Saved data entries
►

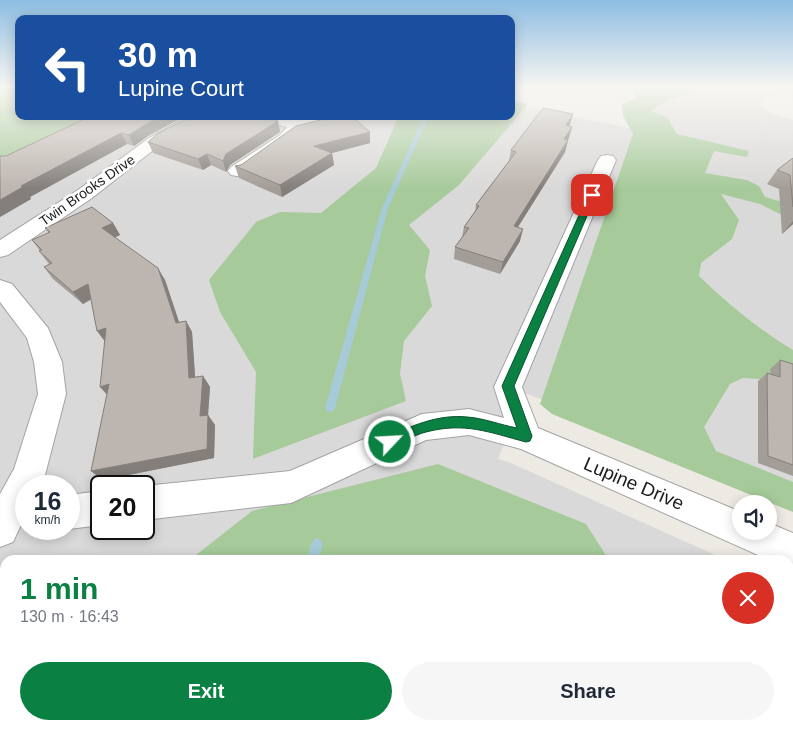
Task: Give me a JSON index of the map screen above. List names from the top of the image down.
{
  "streets": {
    "street": ["Twin Brooks Drive", "Lupine Drive"]
  },
  "page": {
    "turn": ["30 m", "Lupine Court"],
    "speed": "16 km/h",
    "limit": "20",
    "heading": ["1 min", "130 m · 16:43"],
    "buttons": ["Exit", "Share"]
  }
}
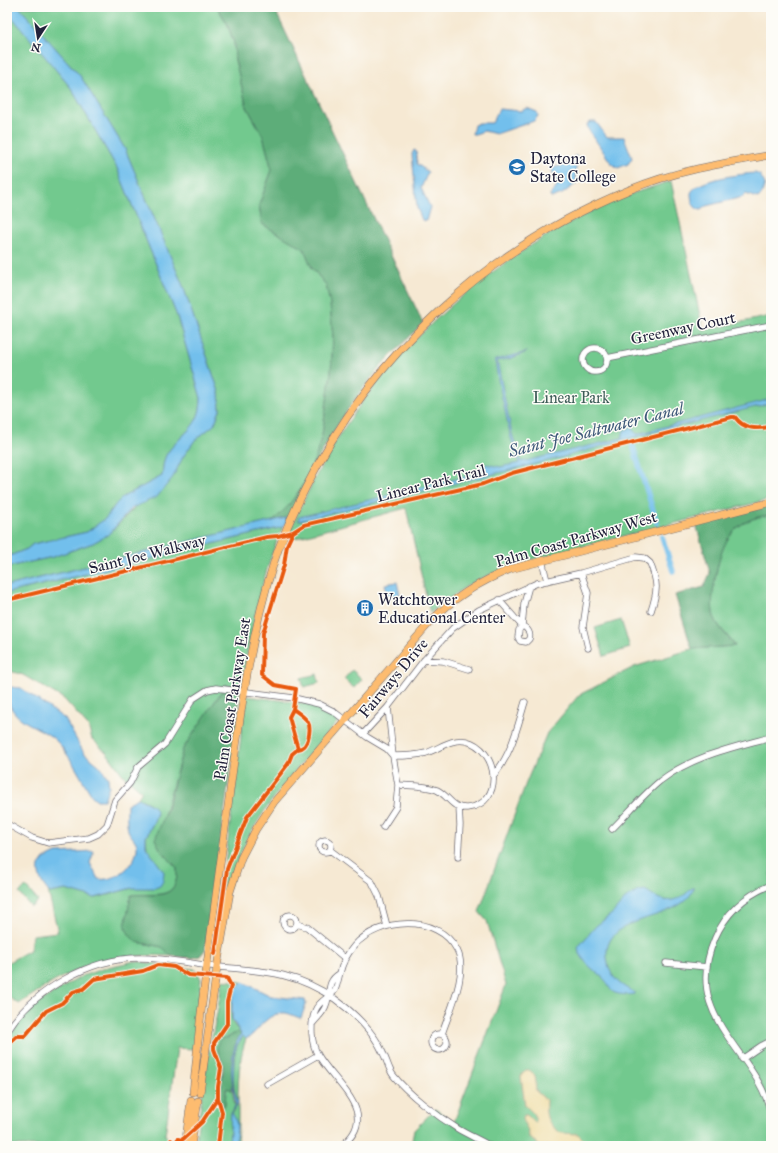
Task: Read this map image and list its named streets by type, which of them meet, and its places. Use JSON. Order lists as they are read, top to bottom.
{
  "streets": {
    "main road": ["Palm Coast Parkway West", "Palm Coast Parkway East"],
    "street": ["Greenway Court", "Fairways Drive"],
    "cycle path": ["Linear Park Trail", "Saint Joe Walkway"]
  },
  "crossings": [
    ["Palm Coast Parkway West", "Palm Coast Parkway East"]
  ],
  "water": ["Saint Joe Saltwater Canal"],
  "parks": ["Linear Park"],
  "places": {
    "school or university": ["Daytona State College"],
    "building": ["Watchtower Educational Center"]
  },
  "north": "bottom"
}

◄

Word for word, repeat all of the entries above, leaving out the pictures.

Task: Give me a JSON index of the map screen above. List names from the top of the image down.
{
  "streets": {
    "street": ["Twin Brooks Drive", "Lupine Drive"]
  },
  "page": {
    "turn": ["30 m", "Lupine Court"],
    "speed": "16 km/h",
    "limit": "20",
    "heading": ["1 min", "130 m · 16:43"],
    "buttons": ["Exit", "Share"]
  }
}
Task: Read this map image and list its named streets by type, which of them meet, and its places. Use JSON. Order lists as they are read, top to bottom.
{
  "streets": {
    "main road": ["Palm Coast Parkway West", "Palm Coast Parkway East"],
    "street": ["Greenway Court", "Fairways Drive"],
    "cycle path": ["Linear Park Trail", "Saint Joe Walkway"]
  },
  "crossings": [
    ["Palm Coast Parkway West", "Palm Coast Parkway East"]
  ],
  "water": ["Saint Joe Saltwater Canal"],
  "parks": ["Linear Park"],
  "places": {
    "school or university": ["Daytona State College"],
    "building": ["Watchtower Educational Center"]
  },
  "north": "bottom"
}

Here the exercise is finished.